The host->claimed bit shared a word with retune flags. Writes to claimed
in __mmc_claim_host() or retune_now in mmc_mq_queue_rq() can overwrite
other bits when concurrent updates happen in other contexts, triggering
spurious WARN_ON(!host->claimed). Convert claimed, can_retune,
retune_now and retune_paused to bool to remove shared-word coupling.
The Linux kernel CVE team has assigned CVE-2026-43484 to this issue.

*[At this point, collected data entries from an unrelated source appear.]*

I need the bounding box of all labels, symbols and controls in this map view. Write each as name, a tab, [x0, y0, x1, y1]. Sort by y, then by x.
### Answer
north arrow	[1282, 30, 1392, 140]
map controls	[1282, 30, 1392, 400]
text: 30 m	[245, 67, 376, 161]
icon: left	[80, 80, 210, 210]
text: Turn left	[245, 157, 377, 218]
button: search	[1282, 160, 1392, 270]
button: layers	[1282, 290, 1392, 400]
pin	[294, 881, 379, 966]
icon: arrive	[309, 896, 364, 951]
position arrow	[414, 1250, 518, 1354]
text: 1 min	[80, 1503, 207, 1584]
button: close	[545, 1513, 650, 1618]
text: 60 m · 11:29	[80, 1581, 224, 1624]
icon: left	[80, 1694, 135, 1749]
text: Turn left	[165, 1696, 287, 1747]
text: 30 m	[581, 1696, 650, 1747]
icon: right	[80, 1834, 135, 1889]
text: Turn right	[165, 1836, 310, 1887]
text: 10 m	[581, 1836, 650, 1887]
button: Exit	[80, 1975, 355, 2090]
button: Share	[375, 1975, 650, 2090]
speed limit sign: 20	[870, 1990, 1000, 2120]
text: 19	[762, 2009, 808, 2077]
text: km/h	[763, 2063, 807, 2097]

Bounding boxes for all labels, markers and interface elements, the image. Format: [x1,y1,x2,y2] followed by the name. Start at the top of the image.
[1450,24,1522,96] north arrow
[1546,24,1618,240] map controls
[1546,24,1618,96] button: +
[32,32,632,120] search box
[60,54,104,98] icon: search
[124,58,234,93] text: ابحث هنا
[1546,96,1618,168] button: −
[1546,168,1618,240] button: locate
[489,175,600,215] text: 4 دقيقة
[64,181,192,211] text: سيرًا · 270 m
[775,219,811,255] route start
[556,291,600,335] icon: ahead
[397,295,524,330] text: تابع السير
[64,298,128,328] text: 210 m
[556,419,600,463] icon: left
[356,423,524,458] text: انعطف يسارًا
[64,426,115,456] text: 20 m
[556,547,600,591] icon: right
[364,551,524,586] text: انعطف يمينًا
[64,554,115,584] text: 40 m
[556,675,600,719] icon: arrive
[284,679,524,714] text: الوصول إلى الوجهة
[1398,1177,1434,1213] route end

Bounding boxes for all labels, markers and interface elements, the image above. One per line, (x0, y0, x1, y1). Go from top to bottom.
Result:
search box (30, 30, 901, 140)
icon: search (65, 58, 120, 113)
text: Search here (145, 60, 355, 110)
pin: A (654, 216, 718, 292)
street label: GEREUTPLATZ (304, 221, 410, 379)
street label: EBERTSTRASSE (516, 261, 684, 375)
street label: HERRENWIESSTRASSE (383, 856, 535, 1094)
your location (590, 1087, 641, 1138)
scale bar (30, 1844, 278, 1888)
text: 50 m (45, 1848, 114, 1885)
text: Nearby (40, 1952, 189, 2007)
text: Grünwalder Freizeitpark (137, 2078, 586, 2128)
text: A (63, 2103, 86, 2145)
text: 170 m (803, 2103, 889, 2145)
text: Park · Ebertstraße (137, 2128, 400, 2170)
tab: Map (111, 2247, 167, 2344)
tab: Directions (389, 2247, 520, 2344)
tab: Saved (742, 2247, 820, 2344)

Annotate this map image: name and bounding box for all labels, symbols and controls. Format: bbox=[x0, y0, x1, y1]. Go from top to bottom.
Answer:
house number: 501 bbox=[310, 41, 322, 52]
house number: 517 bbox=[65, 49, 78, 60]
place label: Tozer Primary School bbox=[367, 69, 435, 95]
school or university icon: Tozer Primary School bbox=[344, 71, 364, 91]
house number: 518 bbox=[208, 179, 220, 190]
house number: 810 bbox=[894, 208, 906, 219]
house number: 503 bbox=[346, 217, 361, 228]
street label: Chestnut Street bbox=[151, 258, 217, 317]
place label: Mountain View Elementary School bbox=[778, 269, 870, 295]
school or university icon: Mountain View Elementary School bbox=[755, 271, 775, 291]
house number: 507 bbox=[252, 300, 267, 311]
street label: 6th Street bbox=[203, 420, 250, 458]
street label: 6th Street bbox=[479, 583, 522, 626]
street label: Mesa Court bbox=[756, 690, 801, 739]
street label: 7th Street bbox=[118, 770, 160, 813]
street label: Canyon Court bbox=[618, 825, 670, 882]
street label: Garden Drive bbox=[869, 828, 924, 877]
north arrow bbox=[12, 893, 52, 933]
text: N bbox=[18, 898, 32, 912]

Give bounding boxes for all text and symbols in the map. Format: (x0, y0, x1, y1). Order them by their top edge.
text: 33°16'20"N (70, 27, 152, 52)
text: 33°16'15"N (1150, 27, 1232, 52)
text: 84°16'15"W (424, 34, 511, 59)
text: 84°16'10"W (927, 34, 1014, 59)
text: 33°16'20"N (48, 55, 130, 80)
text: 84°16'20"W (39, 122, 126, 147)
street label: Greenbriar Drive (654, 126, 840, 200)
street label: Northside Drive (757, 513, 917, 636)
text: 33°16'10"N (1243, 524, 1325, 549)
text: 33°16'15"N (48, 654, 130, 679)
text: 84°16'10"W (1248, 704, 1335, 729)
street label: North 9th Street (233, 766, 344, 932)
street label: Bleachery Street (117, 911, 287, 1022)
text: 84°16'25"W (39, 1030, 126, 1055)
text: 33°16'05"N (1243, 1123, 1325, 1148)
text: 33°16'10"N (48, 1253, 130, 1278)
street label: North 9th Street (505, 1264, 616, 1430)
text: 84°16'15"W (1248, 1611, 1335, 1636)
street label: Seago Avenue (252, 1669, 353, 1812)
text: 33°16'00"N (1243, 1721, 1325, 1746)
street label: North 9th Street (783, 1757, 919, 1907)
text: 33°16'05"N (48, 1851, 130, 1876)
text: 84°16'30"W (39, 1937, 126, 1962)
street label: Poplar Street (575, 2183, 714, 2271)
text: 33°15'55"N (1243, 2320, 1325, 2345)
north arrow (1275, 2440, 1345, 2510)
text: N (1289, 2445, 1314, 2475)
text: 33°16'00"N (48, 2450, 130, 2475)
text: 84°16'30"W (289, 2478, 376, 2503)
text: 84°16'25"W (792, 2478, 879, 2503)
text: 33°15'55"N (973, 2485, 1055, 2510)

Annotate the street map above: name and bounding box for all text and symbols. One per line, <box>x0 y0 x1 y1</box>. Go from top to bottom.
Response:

Affected and fixed versions
===========================
Issue introduced in 4.15 with commit 6c0cedd1ef9527ef13e66875746570e76a3188a7 and fixed in 5.15.203 with commit 41dce4dae583a8ce06a7ebf4ce704c46a142957c
Issue introduced in 4.15 with commit 6c0cedd1ef9527ef13e66875746570e76a3188a7 and fixed in 6.1.167 with commit bb7fc2498c3bb25fa6a91f22f4760005325cfbd5
Issue introduced in 4.15 with commit 6c0cedd1ef9527ef13e66875746570e76a3188a7 and fixed in 6.6.130 with commit 270277c2ab631044867adb1bd2f2433d3892de6e
Issue introduced in 4.15 with commit 6c0cedd1ef9527ef13e66875746570e76a3188a7 and fixed in 6.12.78 with commit 45038e03f15e992c48603fff8c6b1c9be5397ac9
Issue introduced in 4.15 with commit 6c0cedd1ef9527ef13e66875746570e76a3188a7 and fixed in 6.18.19 with commit 0e06cc511c61cff1591e5435a207759adcc76b6d
Issue introduced in 4.15 with commit 6c0cedd1ef9527ef13e66875746570e76a3188a7 and fixed in 6.19.9 with commit d3a3caf44c8ec26f5d63dc17c1c7242effa60ebc
Issue introduced in 4.15 with commit 6c0cedd1ef9527ef13e66875746570e76a3188a7 and fixed in 7.0 with commit 901084c51a0a8fb42a3f37d2e9c62083c495f824
Please see https://www.kernel.org for a full list of currently supported
kernel versions by the kernel community.
Unaffected versions might change over time as fixes are backported to
older supported kernel versions. The official CVE entry at
https://cve.org/CVERecord/?id=CVE-2026-43484
will be updated if fixes are backported, please check that for the most
up to date information about this issue.
Affected files
==============
The file(s) affected by this issue are:
include/linux/mmc/host.h
Mitigation
==========
The Linux kernel CVE team recommends that you update to the latest
stable kernel version for this, and many other bugfixes. Individual
changes are never tested alone, but rather are part of a larger kernel
release. Cherry-picking individual commits is not recommended or
supported by the Linux kernel community at all. If however, updating to
the latest release is impossible, the individual changes to resolve this
issue can be found at these commits:
https://git.kernel.org/stable/c/41dce4dae583a8ce06a7ebf4ce704c46a142957c
https://git.kernel.org/stable/c/bb7fc2498c3bb25fa6a91f22f4760005325cfbd5
https://git.kernel.org/stable/c/270277c2ab631044867adb1bd2f2433d3892de6e
https://git.kernel.org/stable/c/45038e03f15e992c48603fff8c6b1c9be5397ac9
https://git.kernel.org/stable/c/0e06cc511c61cff1591e5435a207759adcc76b6d
https://git.kernel.org/stable/c/d3a3caf44c8ec26f5d63dc17c1c7242effa60ebc
https://git.kernel.org/stable/c/901084c51a0a8fb42a3f37d2e9c62083c495f824
^ permalink raw reply [flat|nested] only message in thread
only message in thread, other threads:[~2026-05-13 15:09 UTC | newest]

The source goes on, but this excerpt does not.